Figure 6: Willingness to accept (WTA) vs Willingness to Pay (WTP) subject to data sharing disbenefit
From the perspective of the data demanders (i.e. service providers, and data/service users), there
is a willingness to pay (WTP) function, which is the market-making partner function of WTA. Data
demanders have WTP functions which reflect the possible value they could derive from accessing
the collections held by data providers. Typically, this value will reflect an assessment of the collective
use values of acquiring and employing a given data collection, for which a large component is often
given by the time-savings of not having to collect the data directly. However, in instances where the
phenomena of interest is held within (or as a part of) a private property arrangement, a portion of
this value can reflect the fact that it is not possible to acquire the data by alternative means. This is
particularly evident where data is substantially private in nature and cannot otherwise be obtained
except by direct acquisition from the data provider.
In some cases, data demanders will have higher WTP for data which data providers are unwilling to
provide. For example, a landholder might have a high WTA for their land or soil quality data because
of the risk that others might use the data to adversely value their land. Data demanders might have
a higher value for the same reason – because they want to understand the value of land in particular
areas. One such representation is presented in Figure 6, here the data demanders place higher
(lower) valuations on data collections which have a relatively higher (low) sharing disbenefit to the
data provider. Similar patterns may be observed with data-for-service organisations like Facebook
or Google. The greater the level of detail about a user (i.e. the more privacy dense information) that
can be obtained through their service platforms, the greater the possibility to on-sell targeted
advertising access. This equates to a higher WTP for access to that data. In other cases, the data
demander’s WTP may be invariant to the data provider’s assessment of sharing disbenefit which
means the WTP in Figure 6 would appear as a flat line.

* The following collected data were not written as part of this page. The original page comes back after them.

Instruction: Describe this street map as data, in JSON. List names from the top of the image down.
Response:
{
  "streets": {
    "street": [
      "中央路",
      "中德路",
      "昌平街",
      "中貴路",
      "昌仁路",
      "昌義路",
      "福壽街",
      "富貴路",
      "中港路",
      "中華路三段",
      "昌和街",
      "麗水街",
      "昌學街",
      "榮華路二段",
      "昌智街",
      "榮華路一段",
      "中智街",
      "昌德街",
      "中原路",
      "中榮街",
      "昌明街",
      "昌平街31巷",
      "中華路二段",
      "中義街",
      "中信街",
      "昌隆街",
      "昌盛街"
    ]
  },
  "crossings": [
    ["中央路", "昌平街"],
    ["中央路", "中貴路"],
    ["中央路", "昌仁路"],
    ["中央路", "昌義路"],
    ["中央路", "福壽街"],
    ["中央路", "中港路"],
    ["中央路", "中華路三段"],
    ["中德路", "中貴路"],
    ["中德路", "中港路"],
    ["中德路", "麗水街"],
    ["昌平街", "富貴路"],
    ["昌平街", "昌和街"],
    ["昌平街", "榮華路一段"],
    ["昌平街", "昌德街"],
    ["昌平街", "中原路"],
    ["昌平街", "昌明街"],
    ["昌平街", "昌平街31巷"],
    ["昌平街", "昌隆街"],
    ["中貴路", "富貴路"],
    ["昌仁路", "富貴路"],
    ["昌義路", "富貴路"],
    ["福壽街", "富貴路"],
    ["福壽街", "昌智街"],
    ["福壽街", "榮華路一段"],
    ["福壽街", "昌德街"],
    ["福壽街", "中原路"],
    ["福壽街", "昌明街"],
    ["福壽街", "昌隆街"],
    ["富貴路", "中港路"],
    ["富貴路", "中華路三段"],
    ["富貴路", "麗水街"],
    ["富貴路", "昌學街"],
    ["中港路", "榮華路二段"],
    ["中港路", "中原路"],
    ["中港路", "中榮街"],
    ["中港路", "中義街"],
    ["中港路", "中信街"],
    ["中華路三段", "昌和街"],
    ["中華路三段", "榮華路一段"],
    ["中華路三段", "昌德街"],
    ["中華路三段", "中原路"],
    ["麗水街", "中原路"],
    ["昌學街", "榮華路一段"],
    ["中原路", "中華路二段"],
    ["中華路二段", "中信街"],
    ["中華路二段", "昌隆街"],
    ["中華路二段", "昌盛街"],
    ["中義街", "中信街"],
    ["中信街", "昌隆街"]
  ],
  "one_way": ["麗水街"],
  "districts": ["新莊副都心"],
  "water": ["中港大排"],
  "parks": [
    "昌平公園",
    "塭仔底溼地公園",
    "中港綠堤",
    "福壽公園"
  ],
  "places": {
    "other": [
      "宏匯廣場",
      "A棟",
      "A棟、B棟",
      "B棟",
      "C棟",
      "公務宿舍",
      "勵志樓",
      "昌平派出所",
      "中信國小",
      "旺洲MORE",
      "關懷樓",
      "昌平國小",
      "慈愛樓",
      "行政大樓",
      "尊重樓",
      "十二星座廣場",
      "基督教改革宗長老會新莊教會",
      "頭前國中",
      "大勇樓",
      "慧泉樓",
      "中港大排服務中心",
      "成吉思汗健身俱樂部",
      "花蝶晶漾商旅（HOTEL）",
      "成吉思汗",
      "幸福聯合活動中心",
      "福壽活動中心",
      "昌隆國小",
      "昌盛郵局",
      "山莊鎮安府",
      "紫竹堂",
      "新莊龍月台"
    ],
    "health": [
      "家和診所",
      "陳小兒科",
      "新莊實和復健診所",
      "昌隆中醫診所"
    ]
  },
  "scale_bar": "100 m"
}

Cultivating Trust: Towards an Australian Agricultural Data Market | 24
5.3 Approaching markets for sharing data
Markets exist in more areas of our lives than we might initially appreciate. Any instance where WTA
and WTP exist there is the potential for a market, which under our definition need not necessarily
be mediated by money – exchanges may be driven by reciprocity or good-will. While the potential
exists, the acts of exchange may not; we need WTA and WTP to coincide for a market to result in
exchange.
Consider the bundle of service offerings from organisations like Facebook or Google (data
demanding service providers), together with their service users (data providers) they are engaged
in a data market. The provision of freely accessible services to users in exchange for user data,
represents an implicit expression of their WTP for that data. In turn, we could think that users are
continually making an implicit evaluation about their WTA services in exchange for their data. In
reality, the average user is unlikely to be keenly aware of this exchange, but this also provides us
with important signals of their underlying WTA. When these two sides of the market meet and the
WTP exceeds a given user’s WTA, then the user will engage in pro-sharing behaviours (for example,
Figure 6). In other words, when the value of services offered by Facebook exceed a user’s WTA, they
will engage with the service and share their data. Conversely, anti-sharing behaviours will be evident
where WTA exceeds WTP because the reward on offer isn’t sufficient to induce the user to share
their data.
All of this becomes more interesting when we consider that changes to institutional arrangements
will impact upon the expressions of WTA and WTP. For instance, changes in the way in which data
providers and data demanders (service providers and data/service users) approach the market will
generally have implications for the resulting patterns of sharing behaviours. In Figure 6, we have
illustrated the plausible interaction of an individual data provider with some data demander, but
we could just as easily consider the implications of the formation of a cooperative (club) of data
providers. The WTA of a cooperative would differ from that of an individual due to the likely
presence of scale economies in the underlying transactions costs. Each of the sources of transaction
costs (market search and information acquisition, negotiation and contracting, and policing and
enforcement of agreements) have elements which are likely to be characterised by economies of
scale in their provision, meaning the more of the activity is undertaken the lower the average cost
of its provision.
The implication of data cooperatives being able to take advantage of scale economies in transaction
costs is to reduce the WTA values of their data generating members (Figure 7). This changes the
division between the pro and anti-sharing behavioural regions, meaning data providers are likely to
be more willing to share data collections. Simply, this is because WTP now exceeds WTA for a greater
range of data collections.
Cultivating Trust: Towards an Australian Agricultural Data Market | 25
Figure 7: changing institutions
5.4 Balancing privacy
Concerns over privacy will arise where there exists data that a data provider is either compelled to,
or wishes to, keep private. This includes personal information as well as organisational data that
may be confidential or commercial-in-confidence. Whatever the underlying motivations of data
providers, any benefits which could be enjoyed are likely to be moderated by perceptions of privacy
risks. There are likely to be trade-offs between efficiency and value, both for individual data
providers and also the broader information market. Privacy protections are likely to increase the
willingness of data providers to participate, but may also diminish the subsequent value of the data.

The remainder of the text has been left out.